The programme cost £378 per pupil for 27 weeks of tuition. There was some time required at the beginning of the year to set up the intervention. On average, teachers spent 10 minutes per pupil to create their academic profile and account. At the beginning of the programme, it took on average 90 minutes to set up and test the local computers for a class. Each week, it took teachers about 25 minutes to select the lesson for the group. Supervising the sessions required 45 minutes of a teaching assistant’s time.
The one-to-one tuition strand of the Teaching and Learning Toolkit concludes that one-to-one interventions are often effective, but can be costly because they involve an adult providing intensive individual support to just one pupil.
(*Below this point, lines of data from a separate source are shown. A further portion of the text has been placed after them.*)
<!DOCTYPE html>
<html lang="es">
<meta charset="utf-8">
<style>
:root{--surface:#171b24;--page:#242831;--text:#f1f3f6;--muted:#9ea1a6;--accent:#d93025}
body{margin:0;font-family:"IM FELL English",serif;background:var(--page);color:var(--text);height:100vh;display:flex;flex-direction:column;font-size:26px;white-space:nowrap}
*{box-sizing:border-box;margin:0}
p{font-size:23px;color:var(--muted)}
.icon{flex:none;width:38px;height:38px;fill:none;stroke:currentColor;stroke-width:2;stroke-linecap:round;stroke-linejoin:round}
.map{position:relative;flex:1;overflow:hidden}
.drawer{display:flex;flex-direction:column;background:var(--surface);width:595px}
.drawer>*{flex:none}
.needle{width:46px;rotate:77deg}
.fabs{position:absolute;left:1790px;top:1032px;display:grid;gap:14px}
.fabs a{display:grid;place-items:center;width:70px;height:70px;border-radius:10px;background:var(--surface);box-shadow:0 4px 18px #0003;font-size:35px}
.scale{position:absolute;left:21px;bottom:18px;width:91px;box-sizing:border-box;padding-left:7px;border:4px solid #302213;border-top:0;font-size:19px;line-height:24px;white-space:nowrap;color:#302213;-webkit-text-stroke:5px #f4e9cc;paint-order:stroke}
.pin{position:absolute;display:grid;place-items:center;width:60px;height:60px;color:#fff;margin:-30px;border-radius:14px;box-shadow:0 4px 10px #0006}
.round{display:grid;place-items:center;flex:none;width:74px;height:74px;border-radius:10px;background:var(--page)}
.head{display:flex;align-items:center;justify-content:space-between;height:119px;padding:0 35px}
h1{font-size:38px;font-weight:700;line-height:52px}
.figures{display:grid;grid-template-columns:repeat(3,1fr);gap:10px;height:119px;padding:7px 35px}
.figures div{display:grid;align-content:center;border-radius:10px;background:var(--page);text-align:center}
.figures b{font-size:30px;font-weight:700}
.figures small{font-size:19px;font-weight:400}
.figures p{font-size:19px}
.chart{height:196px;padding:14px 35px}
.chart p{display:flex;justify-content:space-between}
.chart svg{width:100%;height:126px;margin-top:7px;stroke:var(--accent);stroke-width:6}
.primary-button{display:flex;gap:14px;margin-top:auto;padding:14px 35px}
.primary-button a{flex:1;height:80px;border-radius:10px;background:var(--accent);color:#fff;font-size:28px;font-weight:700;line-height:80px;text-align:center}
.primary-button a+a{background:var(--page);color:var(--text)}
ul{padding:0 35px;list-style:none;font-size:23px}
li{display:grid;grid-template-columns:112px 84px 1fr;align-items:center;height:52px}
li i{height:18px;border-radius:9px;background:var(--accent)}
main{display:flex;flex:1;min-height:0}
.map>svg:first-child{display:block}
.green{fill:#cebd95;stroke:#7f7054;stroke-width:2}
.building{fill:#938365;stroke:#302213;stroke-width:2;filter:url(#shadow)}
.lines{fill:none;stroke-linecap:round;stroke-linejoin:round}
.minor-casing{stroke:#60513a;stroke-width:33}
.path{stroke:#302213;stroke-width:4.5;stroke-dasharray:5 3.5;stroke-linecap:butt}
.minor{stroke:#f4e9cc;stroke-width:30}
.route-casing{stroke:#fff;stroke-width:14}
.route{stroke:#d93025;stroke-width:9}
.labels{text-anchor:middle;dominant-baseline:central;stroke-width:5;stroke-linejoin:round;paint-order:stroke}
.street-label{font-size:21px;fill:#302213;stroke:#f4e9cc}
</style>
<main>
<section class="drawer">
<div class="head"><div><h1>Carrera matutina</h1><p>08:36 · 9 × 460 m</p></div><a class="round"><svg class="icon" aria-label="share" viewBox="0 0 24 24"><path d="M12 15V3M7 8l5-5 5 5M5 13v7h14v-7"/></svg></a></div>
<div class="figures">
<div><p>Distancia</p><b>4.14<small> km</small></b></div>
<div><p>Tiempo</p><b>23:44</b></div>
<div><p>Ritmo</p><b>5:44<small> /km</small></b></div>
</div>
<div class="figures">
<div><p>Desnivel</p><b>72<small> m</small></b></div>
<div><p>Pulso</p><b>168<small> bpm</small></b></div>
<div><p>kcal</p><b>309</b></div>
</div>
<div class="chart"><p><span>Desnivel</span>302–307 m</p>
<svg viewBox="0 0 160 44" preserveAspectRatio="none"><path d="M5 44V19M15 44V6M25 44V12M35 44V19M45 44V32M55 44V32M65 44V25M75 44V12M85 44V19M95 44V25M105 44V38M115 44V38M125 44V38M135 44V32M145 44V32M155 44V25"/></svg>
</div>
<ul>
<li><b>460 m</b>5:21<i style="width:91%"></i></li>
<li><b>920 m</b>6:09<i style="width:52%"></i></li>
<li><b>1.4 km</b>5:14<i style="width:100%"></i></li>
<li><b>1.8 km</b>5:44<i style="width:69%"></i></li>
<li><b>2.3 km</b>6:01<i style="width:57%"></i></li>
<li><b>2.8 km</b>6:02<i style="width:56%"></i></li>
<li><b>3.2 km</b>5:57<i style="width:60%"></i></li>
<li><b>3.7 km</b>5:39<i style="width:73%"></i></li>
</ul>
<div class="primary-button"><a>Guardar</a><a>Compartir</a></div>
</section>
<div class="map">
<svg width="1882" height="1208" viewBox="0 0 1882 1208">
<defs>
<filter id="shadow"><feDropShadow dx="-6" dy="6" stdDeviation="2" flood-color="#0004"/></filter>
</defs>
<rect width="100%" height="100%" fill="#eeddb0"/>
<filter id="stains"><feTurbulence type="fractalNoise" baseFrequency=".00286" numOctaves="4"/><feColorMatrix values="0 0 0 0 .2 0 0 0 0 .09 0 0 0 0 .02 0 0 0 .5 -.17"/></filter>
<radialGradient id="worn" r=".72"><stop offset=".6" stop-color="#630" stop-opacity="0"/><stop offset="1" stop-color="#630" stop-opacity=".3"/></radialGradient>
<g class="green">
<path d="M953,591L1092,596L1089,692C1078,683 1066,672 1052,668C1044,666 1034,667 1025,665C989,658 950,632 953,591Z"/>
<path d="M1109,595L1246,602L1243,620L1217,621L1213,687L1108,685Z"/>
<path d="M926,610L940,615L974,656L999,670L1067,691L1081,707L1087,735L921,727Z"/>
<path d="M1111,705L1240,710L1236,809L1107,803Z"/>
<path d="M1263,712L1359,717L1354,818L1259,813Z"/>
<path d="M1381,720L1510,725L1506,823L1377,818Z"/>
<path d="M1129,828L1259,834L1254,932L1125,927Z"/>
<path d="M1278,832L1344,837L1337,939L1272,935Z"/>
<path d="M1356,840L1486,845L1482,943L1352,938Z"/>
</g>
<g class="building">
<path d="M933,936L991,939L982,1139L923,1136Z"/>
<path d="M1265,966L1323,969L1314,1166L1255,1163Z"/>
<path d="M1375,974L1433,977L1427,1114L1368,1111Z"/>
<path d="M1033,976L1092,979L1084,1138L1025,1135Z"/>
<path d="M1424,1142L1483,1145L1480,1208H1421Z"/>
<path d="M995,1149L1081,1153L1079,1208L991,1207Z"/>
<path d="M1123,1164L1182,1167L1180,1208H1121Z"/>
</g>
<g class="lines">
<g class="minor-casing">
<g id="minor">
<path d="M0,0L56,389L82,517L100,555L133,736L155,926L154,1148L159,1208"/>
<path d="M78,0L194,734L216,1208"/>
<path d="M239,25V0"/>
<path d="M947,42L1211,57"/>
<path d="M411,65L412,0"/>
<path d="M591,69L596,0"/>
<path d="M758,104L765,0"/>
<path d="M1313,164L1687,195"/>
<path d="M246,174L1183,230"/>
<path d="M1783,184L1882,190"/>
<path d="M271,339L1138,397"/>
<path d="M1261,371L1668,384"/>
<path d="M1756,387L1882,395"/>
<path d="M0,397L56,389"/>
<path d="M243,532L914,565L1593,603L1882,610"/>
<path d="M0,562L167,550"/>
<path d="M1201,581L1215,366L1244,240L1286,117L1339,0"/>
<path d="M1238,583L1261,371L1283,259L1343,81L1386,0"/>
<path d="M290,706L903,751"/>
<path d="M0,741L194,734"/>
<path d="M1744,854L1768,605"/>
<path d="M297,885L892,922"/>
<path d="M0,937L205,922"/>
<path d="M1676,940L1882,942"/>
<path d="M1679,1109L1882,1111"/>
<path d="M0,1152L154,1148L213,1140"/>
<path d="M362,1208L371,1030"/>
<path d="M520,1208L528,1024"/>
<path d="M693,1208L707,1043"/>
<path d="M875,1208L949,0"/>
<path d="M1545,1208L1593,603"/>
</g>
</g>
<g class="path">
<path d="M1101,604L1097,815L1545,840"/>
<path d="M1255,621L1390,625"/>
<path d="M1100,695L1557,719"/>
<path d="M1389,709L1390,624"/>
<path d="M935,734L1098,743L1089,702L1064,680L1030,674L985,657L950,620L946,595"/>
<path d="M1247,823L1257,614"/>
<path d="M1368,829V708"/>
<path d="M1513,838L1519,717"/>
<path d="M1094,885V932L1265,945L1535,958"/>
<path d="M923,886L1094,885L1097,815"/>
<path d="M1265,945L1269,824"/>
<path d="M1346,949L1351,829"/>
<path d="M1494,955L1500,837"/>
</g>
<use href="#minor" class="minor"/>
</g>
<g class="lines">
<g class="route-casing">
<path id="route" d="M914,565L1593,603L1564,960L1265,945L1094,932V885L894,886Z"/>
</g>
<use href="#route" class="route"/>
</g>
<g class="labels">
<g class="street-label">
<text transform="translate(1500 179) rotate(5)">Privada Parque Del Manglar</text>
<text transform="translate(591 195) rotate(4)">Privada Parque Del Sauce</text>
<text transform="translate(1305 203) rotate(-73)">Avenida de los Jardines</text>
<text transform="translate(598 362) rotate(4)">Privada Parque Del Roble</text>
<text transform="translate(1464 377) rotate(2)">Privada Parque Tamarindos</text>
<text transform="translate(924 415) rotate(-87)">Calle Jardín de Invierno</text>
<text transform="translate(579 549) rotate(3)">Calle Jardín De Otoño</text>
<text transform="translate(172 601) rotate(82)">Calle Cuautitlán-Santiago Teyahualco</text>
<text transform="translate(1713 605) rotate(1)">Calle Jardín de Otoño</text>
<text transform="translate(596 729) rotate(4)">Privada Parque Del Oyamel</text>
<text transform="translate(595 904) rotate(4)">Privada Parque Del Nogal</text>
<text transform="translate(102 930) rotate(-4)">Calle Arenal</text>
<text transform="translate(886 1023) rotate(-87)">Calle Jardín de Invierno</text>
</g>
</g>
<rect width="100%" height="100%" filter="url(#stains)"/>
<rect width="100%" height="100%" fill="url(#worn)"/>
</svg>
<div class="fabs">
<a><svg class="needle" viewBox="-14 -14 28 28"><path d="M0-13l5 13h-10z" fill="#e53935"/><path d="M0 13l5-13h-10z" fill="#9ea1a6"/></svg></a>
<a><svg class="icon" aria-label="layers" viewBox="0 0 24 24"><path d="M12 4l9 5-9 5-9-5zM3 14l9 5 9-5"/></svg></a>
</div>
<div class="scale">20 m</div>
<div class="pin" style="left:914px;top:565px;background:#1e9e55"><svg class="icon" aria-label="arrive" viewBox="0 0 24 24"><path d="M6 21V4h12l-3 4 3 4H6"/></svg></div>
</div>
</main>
The EEF funded an evaluation of Affordable Maths Tuition to investigate whether online tuition could provide a cost-effective alternative to traditional face-to-face approaches. However, the evaluation did not provide any evidence that Affordable Maths Tuition had an impact on pupils’ attainment in Key Stage 2 maths.
One-to-one tuition is still a promising area for further research, and the EEF will continue to test different approaches. The full list of one-to-one tuition projects funded by the EEF is available here.
Schools should consider piloting small group tuition as a potentially more cost-effective alternative to one-to-one tuition. The Teaching and Learning Toolkit compares the evidence for one-to-one tuition against the evidence for small-group tuition. In some cases one-to-one tuition has led to greater improvement, while in other cases tuition in groups of two or three has been equally or even more effective compared to one-to-one.